## [Problem statement]
Without the images, print every line of the material below exactly as given.

## [Data below]
▬▬▬▬▬▬▬▬▬▬

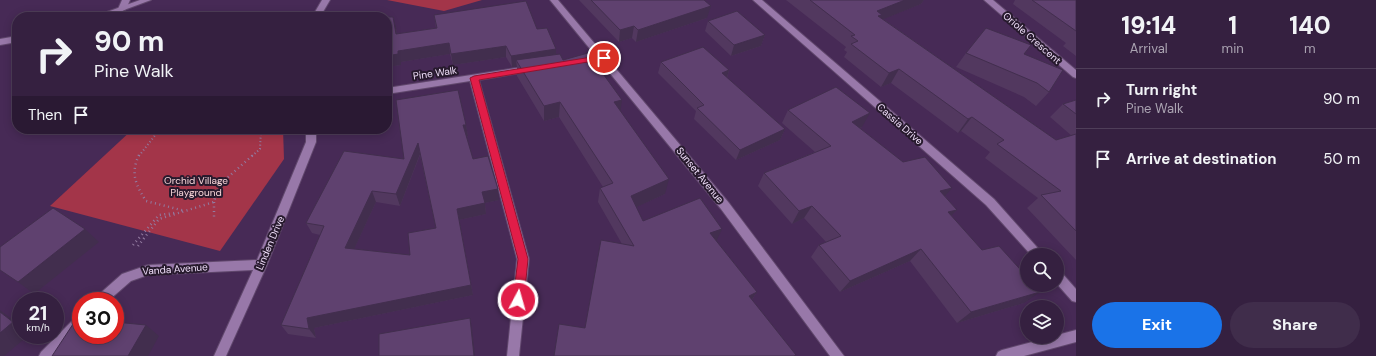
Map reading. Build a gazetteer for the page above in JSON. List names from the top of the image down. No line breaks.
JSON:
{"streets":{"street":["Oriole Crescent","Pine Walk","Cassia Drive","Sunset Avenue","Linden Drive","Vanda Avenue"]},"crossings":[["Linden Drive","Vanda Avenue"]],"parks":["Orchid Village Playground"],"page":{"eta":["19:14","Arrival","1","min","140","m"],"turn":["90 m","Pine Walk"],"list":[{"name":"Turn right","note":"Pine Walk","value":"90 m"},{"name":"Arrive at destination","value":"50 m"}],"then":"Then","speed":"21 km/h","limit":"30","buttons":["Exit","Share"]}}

▬▬▬▬▬▬▬▬▬▬

## [Expected answer]
Map reading. Build a gazetteer for the page above in JSON. List names from the top of the image down. No line breaks.
JSON:
{"streets":{"street":["Oriole Crescent","Pine Walk","Cassia Drive","Sunset Avenue","Linden Drive","Vanda Avenue"]},"crossings":[["Linden Drive","Vanda Avenue"]],"parks":["Orchid Village Playground"],"page":{"eta":["19:14","Arrival","1","min","140","m"],"turn":["90 m","Pine Walk"],"list":[{"name":"Turn right","note":"Pine Walk","value":"90 m"},{"name":"Arrive at destination","value":"50 m"}],"then":"Then","speed":"21 km/h","limit":"30","buttons":["Exit","Share"]}}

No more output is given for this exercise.